(192r) Molecular Simulation of Ionic Liquid Systems: Effects of Solvation and Humidification

Thompson, M., Vanderbilt University
Tiet, F., Vanderbilt University
Otsi, N. C., Oak Ridge National Laboratory
Dyatkin, B., Drexel University
Van Aken, K. L., Drexel University
Jiang, D. E., UC Riverside
Gogotsi, Y., Drexel University
Mamontov, E., Oak RIdge National Laboratory
Cummings, P. T., Vanderbilt University
Room temperature ionic liquids (RTILs) are a class of molten organic salts with high electrochemical stability that drive their utility in energy-relevant applications, such as electrical energy storage, gas separation, and cellulose processing. Two potential pitfalls in many applications are water uptake and slow dynamics. Despite typically containing hydrophobic constituents, common ionic liquids are extremely hygroscopic, even taking up water vapor found in ambient air. Water content can be beneficial or detrimental to a given application, thereby motivating its study in applied systems.
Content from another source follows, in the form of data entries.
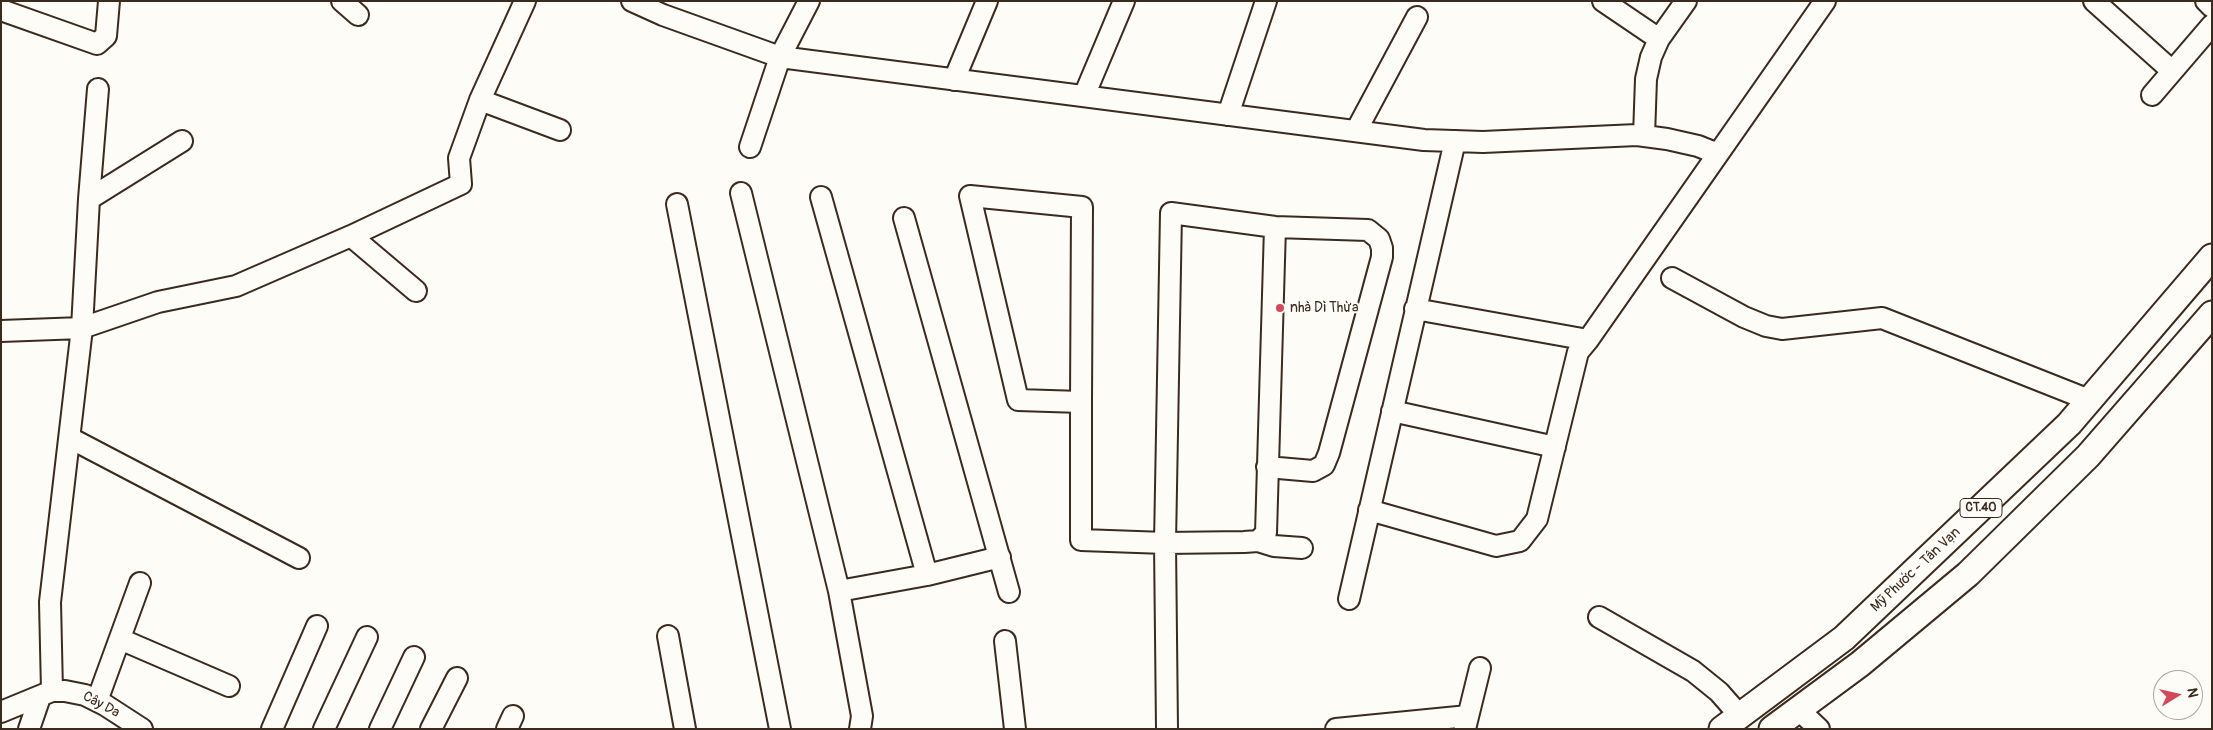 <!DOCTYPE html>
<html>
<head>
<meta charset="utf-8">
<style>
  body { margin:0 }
  #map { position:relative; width:2213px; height:730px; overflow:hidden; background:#fdfcf7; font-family:Pangolin,sans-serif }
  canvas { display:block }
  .frame { position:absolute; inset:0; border:2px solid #3b2a1e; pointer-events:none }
  .north { position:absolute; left:2153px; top:670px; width:50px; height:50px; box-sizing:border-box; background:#fdfcf7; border:1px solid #afa8a0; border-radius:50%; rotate:81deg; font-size:14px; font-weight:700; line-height:20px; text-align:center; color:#3b2a1e }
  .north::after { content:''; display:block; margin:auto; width:18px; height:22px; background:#d1495b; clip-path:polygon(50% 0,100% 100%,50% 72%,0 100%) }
</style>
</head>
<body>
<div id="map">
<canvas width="2213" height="730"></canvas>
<div class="frame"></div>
<div class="north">N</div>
</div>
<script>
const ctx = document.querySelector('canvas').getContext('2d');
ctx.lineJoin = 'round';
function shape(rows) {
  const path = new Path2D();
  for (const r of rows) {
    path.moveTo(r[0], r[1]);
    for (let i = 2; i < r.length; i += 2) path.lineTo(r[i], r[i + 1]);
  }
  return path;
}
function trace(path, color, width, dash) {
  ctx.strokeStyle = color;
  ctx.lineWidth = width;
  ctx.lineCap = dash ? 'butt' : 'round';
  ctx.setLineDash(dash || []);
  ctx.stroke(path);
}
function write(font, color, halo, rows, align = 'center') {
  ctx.font = font + ' Pangolin,sans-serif';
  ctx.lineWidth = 4;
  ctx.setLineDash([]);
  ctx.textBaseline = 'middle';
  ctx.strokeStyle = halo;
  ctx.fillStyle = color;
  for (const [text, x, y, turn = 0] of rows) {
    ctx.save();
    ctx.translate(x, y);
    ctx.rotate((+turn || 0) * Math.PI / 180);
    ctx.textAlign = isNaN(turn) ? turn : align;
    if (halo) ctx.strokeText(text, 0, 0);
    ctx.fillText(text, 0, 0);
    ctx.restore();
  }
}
const minor = shape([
  [342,1,358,15],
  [632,1,663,15,780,57,1424,140,1483,142,1637,135,1667,139,1698,146,1718,154],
  [1603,1,1659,39],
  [2094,1,2171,70],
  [2206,1,2212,7],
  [1,10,97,44,106,36,109,1],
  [954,80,987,1],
  [2152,95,2212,25],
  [1084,96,1124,1],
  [480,100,560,130],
  [1228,115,1266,1],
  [1356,131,1417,17],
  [1644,136,1646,79,1651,57,1659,39,1686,1],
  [750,147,780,57,809,1],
  [741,193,839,591,862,716,860,729],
  [821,197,927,575],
  [89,199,182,141],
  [677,204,780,729],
  [904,218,1009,592],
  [351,236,461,184,459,158,480,100,525,1],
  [1672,278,1744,317,1766,326,1782,329,1882,318,2089,400],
  [1415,309,1588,340],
  [1,331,82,328,158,302,236,286,351,236,416,291],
  [1081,402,1018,400,970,196,1082,207,1081,402,1081,540,1165,543,1244,542,1258,541,1266,533,1275,227],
  [1392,411,1555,447],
  [70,438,299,558],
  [1369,510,1496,546,1520,541,1537,519,1578,352,1588,340,1825,1],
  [1258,541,1274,546,1302,548],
  [839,591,927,575,1000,557],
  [1349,599,1455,141],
  [1599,617,1693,671,1719,692,1740,716],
  [668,636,685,729],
  [120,639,229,686],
  [1005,641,1015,729],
  [52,691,50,602,82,328,89,199,98,89],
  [97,701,140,583],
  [1798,709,1819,729],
  [1,712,52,691,65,691,85,695,105,705,142,729],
  [29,729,40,697],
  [272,729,317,626],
  [324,729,367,637],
  [380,729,414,657],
  [431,729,457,678],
  [507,729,513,716],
  [1167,729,1165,543,1171,213,1275,227,1368,230,1379,239,1382,248,1382,257,1329,453,1324,465,1313,471,1267,467],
  [1336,729,1468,716],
  [1465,729,1480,668]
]);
const major = shape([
  [1722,729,1844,638,2069,424,2212,257],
  [1772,729,1860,664,1968,574,2088,456,2212,314]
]);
trace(minor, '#3b2a1e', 24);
trace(major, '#3b2a1e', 29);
trace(minor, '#fdfcf7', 20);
trace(major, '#fdfcf7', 25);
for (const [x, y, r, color] of [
  [1280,308,5,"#d1495b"]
]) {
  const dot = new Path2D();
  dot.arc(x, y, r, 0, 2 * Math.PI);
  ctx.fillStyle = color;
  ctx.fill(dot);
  trace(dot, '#fdfcf7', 2);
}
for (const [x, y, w] of [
  [1981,508,42]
]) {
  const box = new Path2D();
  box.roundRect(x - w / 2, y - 9.5, w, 19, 4);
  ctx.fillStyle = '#fdfcf7';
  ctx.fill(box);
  trace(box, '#3b2a1e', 1);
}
write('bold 12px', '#3b2a1e', null, [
  ["CT.40",1981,508]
]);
write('14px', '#3b2a1e', '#fdfcf7', [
  ["nhà Dì Thừa",1290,308]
], 'left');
write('14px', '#3b2a1e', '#fdfcf7', [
  ["Mỹ Phước - Tân Vạn",1916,570,-43],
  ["Cây Da",101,705,28]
]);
</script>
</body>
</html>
The slow transport properties in neat RTILs are due to the strong electrostatic interaction between counter-ions, which is often mitigated by solvation in organic solvents; however, this parameter space is not fully explored. To this end, we use molecular dynamics (MD) simulations in combination with quasi-elastic neutron scattering (QENS) experiments to examine two specific systems to better understand the effects of water and solvation. First, we examine how bulk RTIL transport properties are impacted by solvent concentration and solvation in five organic solvents of different polarity and found that increasing solvent concentration and solvent polarity both enhance the diffusivity of the cation. Second, we study the same RTIL confined in a microporous carbon and exposed to deuterated water vapor. We find humidity-dependent changes in the structure of the confined RTIL, which correlate with increased diffusivity reported by QENS and increased capacitive performance reported by electrochemistry experiments. Together, these two studies can aid in the design of RTIL-based supercapacitors.